Discrete gradients in short-range molecular dynamics simulations
Volker Grimm, Tobias Kliesch, G. R. W. Quispel
TL;DR
The paper develops discrete gradient (DG) integrators tailored for short-range molecular dynamics by formulating MD forces as DGs, ensuring exact energy conservation for conservative dynamics modeled by $y' = J\nabla_y H(y)$. It introduces distance-based DG constructions for pairwise, angle, and dihedral interactions, including new symmetric DGs for dihedral angles, and demonstrates second-order accuracy when DGs are symmetric. Through multiple MD tests (Lennard–Jones dimers, bond angles, dihedrals, butane) and parallel implementations using domain decomposition and MPI, the authors show robust energy preservation, momentum invariants under appropriate conditions, and scalable performance.

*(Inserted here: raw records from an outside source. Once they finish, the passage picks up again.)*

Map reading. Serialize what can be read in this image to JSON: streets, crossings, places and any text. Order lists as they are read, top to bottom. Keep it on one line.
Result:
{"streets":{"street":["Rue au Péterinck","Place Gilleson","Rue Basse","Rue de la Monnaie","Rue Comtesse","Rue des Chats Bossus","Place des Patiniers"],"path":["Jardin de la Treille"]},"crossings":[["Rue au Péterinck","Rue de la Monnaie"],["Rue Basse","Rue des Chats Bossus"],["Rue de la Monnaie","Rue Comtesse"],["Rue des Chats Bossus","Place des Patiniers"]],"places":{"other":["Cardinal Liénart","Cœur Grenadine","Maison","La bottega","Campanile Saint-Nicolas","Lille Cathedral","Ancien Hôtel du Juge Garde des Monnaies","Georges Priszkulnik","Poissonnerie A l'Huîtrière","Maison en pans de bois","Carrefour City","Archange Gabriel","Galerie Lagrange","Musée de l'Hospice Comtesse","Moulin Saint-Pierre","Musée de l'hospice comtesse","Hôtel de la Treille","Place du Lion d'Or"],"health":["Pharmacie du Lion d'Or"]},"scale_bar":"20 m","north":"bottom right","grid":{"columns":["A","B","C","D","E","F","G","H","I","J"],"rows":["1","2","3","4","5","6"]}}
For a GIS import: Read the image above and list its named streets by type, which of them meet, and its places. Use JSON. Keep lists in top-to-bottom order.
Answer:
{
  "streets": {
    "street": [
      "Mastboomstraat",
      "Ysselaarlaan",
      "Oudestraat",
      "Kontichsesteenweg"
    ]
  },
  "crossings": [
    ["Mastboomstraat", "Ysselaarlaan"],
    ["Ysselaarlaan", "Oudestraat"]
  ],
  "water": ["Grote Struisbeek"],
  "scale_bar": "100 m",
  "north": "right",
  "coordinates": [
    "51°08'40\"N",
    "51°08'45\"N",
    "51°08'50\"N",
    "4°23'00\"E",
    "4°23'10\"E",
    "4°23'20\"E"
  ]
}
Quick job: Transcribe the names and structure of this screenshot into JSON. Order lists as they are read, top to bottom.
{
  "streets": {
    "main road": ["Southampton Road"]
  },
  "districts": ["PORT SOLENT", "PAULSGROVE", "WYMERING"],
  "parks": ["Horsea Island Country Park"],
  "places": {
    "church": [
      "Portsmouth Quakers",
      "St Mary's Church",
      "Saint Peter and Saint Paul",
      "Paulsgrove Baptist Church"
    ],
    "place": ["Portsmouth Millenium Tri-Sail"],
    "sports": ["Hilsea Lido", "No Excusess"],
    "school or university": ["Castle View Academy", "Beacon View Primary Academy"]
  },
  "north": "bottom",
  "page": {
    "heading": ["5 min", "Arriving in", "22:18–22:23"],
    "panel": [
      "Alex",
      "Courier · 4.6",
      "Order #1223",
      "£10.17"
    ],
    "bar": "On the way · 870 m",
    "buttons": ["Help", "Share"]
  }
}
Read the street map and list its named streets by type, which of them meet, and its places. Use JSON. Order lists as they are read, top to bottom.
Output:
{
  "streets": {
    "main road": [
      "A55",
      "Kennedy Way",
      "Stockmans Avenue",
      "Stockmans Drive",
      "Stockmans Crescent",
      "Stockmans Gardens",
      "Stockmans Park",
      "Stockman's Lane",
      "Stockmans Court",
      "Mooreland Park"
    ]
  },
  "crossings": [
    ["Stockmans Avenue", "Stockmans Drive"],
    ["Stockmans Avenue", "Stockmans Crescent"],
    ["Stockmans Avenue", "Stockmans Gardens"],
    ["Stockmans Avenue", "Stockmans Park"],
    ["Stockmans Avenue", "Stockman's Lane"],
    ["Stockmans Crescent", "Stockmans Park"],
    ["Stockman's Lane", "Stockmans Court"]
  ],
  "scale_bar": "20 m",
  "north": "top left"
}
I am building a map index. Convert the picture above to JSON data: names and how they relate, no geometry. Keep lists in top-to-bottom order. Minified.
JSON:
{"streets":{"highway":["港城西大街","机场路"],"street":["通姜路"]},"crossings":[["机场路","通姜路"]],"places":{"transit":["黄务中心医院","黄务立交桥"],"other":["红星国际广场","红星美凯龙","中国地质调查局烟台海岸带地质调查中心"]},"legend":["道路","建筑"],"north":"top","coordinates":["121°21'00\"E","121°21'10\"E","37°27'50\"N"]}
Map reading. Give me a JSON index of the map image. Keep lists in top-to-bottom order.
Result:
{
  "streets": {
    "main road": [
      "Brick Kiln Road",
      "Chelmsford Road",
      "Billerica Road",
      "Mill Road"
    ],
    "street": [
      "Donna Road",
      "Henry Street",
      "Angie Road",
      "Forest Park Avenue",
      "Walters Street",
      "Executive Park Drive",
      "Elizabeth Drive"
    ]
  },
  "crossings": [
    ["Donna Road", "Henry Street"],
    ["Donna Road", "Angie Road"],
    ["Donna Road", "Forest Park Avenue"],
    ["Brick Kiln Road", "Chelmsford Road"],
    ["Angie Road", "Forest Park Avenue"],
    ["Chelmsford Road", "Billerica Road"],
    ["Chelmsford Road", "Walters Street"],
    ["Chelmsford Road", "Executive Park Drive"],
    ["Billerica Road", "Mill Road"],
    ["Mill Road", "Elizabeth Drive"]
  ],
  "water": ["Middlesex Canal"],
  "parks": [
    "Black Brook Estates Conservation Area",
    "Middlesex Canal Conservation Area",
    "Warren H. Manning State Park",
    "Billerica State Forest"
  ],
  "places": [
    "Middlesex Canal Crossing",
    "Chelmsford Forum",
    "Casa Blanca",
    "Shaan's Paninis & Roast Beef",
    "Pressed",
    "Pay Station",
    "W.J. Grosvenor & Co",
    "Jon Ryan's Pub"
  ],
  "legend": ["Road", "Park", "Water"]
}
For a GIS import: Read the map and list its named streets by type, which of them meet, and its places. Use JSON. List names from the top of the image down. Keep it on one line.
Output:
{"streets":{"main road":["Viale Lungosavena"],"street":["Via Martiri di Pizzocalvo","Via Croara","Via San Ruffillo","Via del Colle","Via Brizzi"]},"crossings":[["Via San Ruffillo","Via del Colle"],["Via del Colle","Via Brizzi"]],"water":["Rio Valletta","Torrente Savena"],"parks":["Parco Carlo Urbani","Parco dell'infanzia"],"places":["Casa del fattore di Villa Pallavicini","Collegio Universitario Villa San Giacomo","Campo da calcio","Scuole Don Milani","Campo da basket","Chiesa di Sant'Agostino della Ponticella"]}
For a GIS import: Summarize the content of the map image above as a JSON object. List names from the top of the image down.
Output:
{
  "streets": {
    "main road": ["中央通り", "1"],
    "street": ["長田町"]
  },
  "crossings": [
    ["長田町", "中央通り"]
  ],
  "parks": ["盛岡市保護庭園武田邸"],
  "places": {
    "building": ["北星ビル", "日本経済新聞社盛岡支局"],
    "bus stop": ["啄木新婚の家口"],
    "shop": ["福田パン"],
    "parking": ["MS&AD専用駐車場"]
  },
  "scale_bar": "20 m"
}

The method provides a principled, structure-preserving alternative to traditional integrators (e.g., Verlet, implicit midpoint) for true NVE simulations and large-scale MD, with practical guidance for parallel DG evaluation of short-range forces.
Abstract
Discrete gradients (DG) or more exactly discrete gradient methods are time integration schemes that are custom-built to preserve first integrals or Lyapunov functions of a given ordinary differential equation (ODE). In conservative molecular dynamics (MD) simulations, the energy of the system is constant and therefore a first integral of motion. Hence, discrete gradient methods seem to be a natural choice as an integration scheme in conservative molecular dynamics simulations.